Perlesvaus, ou, Le Haut Livre du Graal.
Perlesvaus, or, The High History of the Holy Grail.
Composed 1191-1212. French, anonymous.

Written for Monseigneur de Nesle, by a cleric, "dans un Maison de religion dans l'ile d'Avalon"--at the building of religion of the Isle of Avalon, i.e. Glastonbury Abbey. A particularly bloody and bizarre take on the Grail legend. Take the opening sentence:

"The history of the holy vessel which is called Grail, in which the precious blood of the Savior was received on the day He was crucified in order to redeem His people from hell: Josephus set it in remembrance by annunciation of the voice of an angel, so that the truth might be known by his writing and by his testimony concerning knights and worshipful men, how they were willing to suffer pain and travail in order to exalt the law of Jesus Christ, which He desire to renew by His death and crucifixion."
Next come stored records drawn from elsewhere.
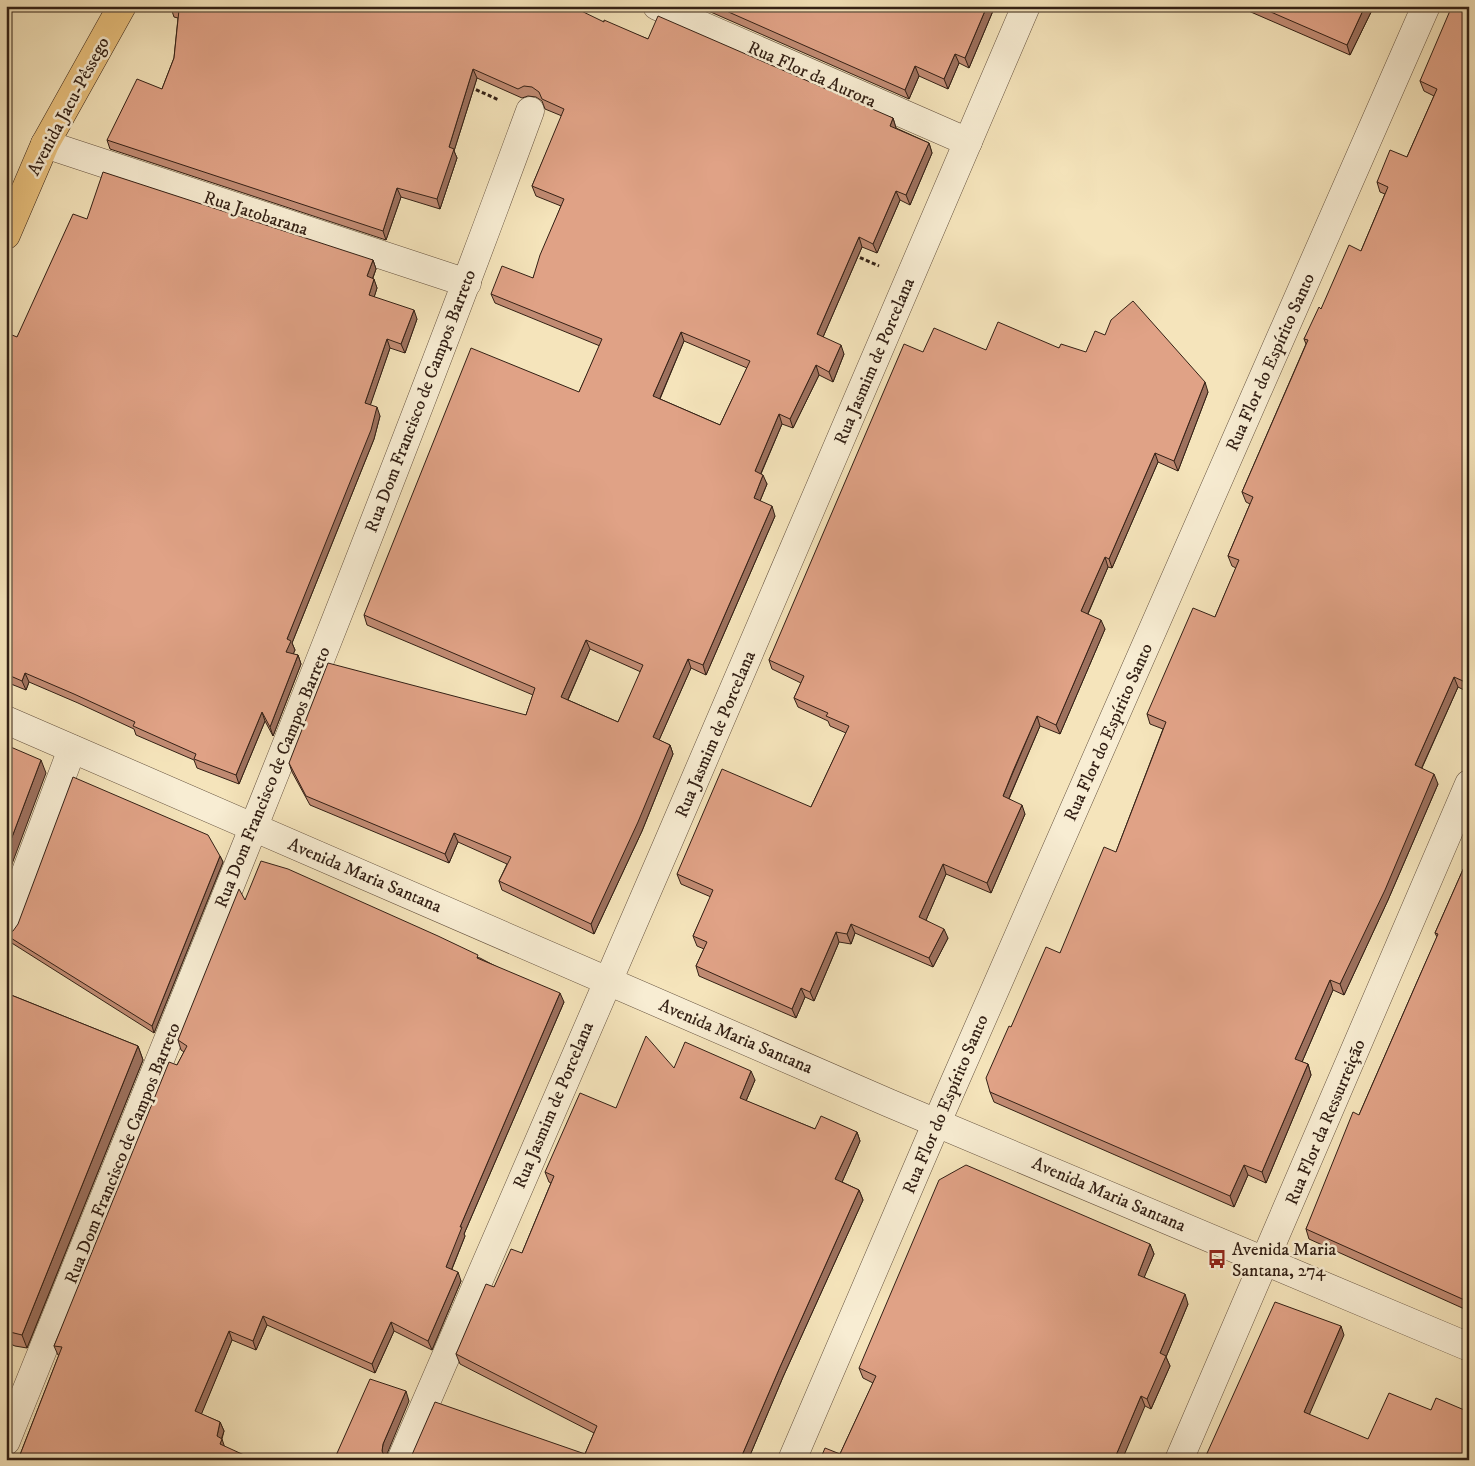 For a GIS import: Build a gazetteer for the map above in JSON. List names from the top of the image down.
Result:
{
  "streets": {
    "highway": ["Avenida Jacu-Pêssego"],
    "street": [
      "Rua Flor da Aurora",
      "Rua Jatobarana",
      "Rua Jasmim de Porcelana",
      "Rua Flor do Espírito Santo",
      "Rua Dom Francisco de Campos Barreto",
      "Avenida Maria Santana",
      "Rua Flor da Ressurreição"
    ]
  },
  "crossings": [
    ["Rua Flor da Aurora", "Rua Jasmim de Porcelana"],
    ["Avenida Jacu-Pêssego", "Rua Jatobarana"],
    ["Rua Jatobarana", "Rua Dom Francisco de Campos Barreto"],
    ["Rua Jasmim de Porcelana", "Avenida Maria Santana"],
    ["Rua Flor do Espírito Santo", "Avenida Maria Santana"],
    ["Rua Dom Francisco de Campos Barreto", "Avenida Maria Santana"],
    ["Avenida Maria Santana", "Rua Flor da Ressurreição"]
  ],
  "places": {
    "bus stop": ["Avenida Maria Santana, 274"]
  }
} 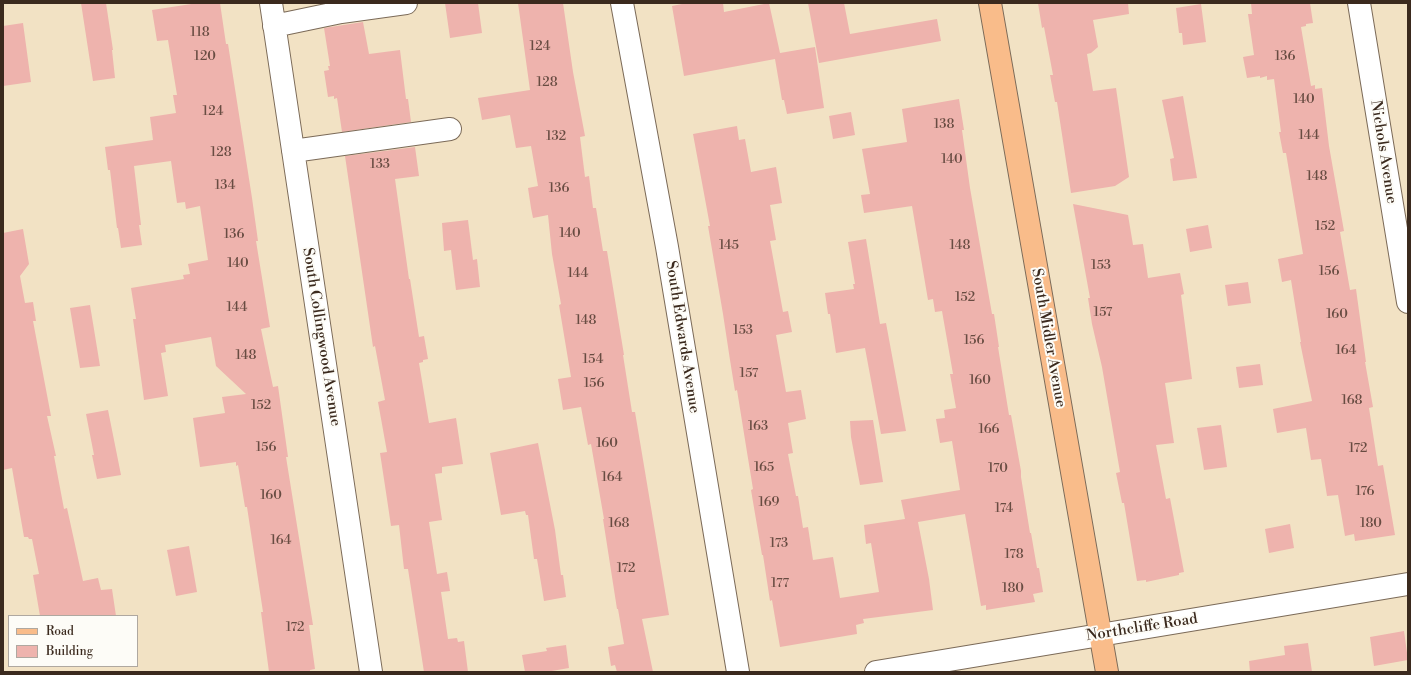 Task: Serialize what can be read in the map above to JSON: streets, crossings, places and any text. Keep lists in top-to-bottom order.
{
  "streets": {
    "main road": ["South Midler Avenue"],
    "street": [
      "Nichols Avenue",
      "South Collingwood Avenue",
      "South Edwards Avenue",
      "Northcliffe Road"
    ]
  },
  "crossings": [
    ["South Midler Avenue", "Northcliffe Road"]
  ],
  "house_numbers": [
    "118",
    "124",
    "120",
    "136",
    "128",
    "140",
    "124",
    "138",
    "144",
    "132",
    "128",
    "140",
    "133",
    "148",
    "134",
    "136",
    "152",
    "140",
    "136",
    "145",
    "148",
    "140",
    "153",
    "156",
    "144",
    "152",
    "144",
    "157",
    "160",
    "148",
    "153",
    "156",
    "164",
    "148",
    "154",
    "157",
    "160",
    "156",
    "168",
    "152",
    "163",
    "166",
    "160",
    "156",
    "172",
    "165",
    "170",
    "164",
    "176",
    "160",
    "169",
    "174",
    "168",
    "180",
    "164",
    "173",
    "178",
    "172",
    "177",
    "180",
    "172"
  ],
  "legend": ["Road", "Building"]
} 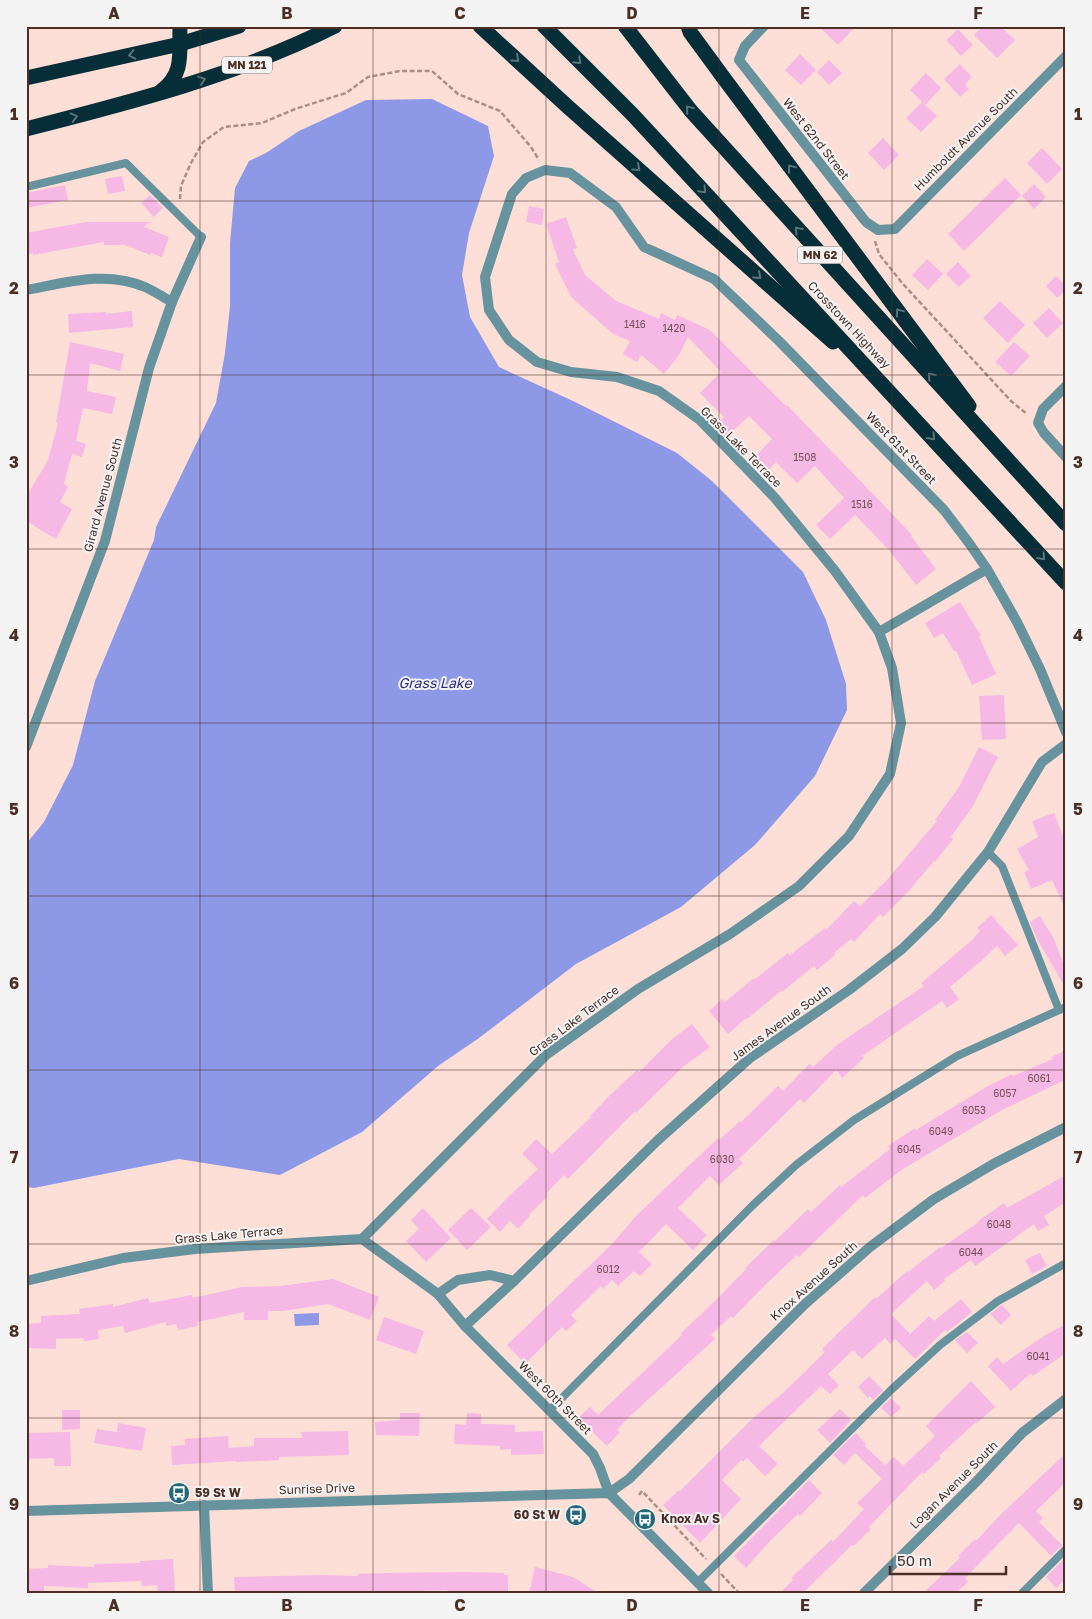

As pointed out by Roger Sherman Loomis, why would the first century Jewish historian Josephus ever write about King Arthur? Or about Jesus? It gets stranger. He invokes angelic authority, has his enemies die rather gruesome deaths, and gives us a Perceval who is just short of a mass murderer, on a mission to revenge his cousin's death.

It picks up where Chretien's Perceval left off, after having failed in his visit to the Grail castle. However, in this version, he completes his quest not by asking the right question, but by killing his cousin's murderers. After he does so, he goes off to the Isle of Ageless Elders, and has a number of adventures, then returns to the castle of the Fisher King. The king dies, and Perceval places him in a coffin; in the other coffins are Nicodemus and Joseph of Arimathea. All rest in the chapel with holy relics. At this point, the grail disappears and the bodies are taken away on a boat. Now Perceval boards a boat to find them, and is never heard from again.

For a Frence Romance, it uses a lot of Irish and Welsh myth, more than one would think; it's Christianity is more in its name for God than in any sense of faith, hope, and charity.